About this task :: Write out, from the entries below, exactly the lines that run between the lines holding "for (const r" and "context.lineCap = dash ? 'butt' : 'round';", inclusive, and stop there.

Records for the task ::

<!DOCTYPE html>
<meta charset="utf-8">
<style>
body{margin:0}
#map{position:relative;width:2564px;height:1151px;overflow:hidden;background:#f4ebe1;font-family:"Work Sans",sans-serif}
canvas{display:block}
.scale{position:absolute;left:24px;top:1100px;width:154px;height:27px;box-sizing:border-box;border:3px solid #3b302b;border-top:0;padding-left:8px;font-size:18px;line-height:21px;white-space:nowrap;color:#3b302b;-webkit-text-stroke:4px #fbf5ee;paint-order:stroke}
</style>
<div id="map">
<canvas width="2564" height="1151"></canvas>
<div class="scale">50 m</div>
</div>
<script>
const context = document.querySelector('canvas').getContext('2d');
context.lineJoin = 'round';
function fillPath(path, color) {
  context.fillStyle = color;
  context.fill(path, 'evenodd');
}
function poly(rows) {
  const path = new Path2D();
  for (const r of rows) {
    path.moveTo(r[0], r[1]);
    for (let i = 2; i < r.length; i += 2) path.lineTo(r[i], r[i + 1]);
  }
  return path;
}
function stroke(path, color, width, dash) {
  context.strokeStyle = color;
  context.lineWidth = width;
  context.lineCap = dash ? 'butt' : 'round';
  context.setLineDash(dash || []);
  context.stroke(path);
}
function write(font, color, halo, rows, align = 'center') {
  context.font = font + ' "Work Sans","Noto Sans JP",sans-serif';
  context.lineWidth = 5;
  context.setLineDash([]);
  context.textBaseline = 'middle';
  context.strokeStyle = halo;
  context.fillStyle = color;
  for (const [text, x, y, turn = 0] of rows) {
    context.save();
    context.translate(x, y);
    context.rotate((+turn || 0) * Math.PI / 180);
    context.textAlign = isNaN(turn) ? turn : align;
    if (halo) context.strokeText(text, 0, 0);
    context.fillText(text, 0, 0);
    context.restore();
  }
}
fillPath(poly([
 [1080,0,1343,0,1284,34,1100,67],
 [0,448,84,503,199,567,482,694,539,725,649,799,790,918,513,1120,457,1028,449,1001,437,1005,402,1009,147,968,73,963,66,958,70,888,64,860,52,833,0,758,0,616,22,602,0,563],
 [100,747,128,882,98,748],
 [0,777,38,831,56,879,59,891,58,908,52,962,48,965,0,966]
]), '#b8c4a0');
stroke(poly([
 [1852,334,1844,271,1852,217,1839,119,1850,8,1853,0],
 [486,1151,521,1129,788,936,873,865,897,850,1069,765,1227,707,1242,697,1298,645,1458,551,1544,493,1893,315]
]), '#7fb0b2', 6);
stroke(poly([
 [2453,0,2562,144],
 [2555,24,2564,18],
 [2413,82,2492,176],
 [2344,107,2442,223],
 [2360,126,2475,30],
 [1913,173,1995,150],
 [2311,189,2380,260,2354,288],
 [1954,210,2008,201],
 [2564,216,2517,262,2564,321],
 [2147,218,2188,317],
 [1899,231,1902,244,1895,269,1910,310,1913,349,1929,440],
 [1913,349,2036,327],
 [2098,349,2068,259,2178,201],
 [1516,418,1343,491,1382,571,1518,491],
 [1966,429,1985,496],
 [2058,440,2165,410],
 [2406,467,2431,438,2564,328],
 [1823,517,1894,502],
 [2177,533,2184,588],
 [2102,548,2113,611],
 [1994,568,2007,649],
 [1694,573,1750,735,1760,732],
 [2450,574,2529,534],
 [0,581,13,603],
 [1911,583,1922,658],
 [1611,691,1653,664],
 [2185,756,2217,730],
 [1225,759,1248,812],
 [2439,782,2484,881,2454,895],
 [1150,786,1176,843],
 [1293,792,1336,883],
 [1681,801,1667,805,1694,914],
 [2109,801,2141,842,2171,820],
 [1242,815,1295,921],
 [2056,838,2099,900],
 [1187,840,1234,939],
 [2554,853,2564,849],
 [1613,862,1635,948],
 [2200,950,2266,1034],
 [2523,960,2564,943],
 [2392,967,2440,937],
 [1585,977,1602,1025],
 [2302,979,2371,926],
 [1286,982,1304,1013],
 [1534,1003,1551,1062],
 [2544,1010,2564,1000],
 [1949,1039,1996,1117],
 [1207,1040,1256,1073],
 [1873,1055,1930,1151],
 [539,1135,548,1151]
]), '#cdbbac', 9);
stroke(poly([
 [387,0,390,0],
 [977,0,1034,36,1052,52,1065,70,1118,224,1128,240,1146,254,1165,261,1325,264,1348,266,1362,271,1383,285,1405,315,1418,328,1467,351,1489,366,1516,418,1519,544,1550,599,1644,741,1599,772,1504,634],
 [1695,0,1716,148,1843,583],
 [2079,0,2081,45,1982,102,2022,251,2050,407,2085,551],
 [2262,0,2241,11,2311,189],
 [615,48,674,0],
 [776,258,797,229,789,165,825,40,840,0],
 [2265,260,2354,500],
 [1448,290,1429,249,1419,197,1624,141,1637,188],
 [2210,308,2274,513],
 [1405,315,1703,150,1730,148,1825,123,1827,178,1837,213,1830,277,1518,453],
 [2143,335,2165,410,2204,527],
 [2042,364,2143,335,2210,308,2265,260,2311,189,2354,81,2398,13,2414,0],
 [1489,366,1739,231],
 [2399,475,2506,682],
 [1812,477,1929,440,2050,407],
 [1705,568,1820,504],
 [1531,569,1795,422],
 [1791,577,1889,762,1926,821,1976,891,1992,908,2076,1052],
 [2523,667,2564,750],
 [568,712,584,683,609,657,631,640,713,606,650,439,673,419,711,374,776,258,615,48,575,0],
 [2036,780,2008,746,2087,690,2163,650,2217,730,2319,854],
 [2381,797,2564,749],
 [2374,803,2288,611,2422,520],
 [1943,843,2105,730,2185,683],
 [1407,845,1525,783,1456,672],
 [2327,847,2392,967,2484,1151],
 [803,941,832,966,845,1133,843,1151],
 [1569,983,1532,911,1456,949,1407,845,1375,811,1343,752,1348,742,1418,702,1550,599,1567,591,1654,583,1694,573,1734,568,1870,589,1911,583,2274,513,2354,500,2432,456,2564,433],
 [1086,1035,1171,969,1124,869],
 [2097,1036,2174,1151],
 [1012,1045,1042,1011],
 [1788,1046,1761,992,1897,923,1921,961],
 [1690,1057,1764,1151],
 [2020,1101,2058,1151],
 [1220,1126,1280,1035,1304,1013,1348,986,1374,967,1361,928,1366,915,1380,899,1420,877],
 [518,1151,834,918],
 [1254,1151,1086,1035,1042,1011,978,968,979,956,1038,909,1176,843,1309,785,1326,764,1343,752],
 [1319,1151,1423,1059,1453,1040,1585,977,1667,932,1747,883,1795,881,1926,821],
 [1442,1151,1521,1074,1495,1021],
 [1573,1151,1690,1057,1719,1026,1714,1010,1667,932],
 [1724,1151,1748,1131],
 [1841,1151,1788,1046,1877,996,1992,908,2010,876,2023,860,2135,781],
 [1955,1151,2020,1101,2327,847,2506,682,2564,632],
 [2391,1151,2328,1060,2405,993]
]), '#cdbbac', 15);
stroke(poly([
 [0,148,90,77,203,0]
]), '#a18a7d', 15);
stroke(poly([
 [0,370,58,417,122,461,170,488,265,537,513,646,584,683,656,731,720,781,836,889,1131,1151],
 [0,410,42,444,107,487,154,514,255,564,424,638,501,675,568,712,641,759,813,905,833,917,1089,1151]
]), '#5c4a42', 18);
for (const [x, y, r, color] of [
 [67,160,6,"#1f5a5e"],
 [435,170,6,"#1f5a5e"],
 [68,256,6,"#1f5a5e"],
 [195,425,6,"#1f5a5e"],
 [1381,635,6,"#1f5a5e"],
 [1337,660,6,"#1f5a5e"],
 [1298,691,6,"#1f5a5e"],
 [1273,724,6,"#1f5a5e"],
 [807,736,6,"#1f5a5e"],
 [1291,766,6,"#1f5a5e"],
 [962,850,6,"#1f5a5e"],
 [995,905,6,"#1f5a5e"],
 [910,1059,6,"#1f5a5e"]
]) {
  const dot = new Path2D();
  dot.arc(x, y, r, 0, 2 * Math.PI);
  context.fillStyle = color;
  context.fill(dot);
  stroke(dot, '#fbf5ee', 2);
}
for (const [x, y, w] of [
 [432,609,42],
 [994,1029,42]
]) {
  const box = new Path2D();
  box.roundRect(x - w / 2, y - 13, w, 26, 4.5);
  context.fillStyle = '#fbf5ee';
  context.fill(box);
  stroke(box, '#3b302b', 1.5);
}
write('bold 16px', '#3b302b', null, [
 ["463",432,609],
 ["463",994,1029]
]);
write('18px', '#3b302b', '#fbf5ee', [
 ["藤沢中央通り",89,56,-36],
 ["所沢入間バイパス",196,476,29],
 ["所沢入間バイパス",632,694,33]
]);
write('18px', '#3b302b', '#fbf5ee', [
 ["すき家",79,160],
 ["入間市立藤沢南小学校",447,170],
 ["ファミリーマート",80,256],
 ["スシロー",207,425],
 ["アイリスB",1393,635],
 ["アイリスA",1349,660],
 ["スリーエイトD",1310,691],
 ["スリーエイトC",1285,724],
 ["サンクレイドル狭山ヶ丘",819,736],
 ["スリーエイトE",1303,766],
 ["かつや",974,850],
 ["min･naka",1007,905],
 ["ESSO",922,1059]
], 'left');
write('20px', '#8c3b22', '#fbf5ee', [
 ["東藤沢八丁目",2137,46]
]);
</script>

Response area ::
  for (const r of rows) {
    path.moveTo(r[0], r[1]);
    for (let i = 2; i < r.length; i += 2) path.lineTo(r[i], r[i + 1]);
  }
  return path;
}
function stroke(path, color, width, dash) {
  context.strokeStyle = color;
  context.lineWidth = width;
  context.lineCap = dash ? 'butt' : 'round';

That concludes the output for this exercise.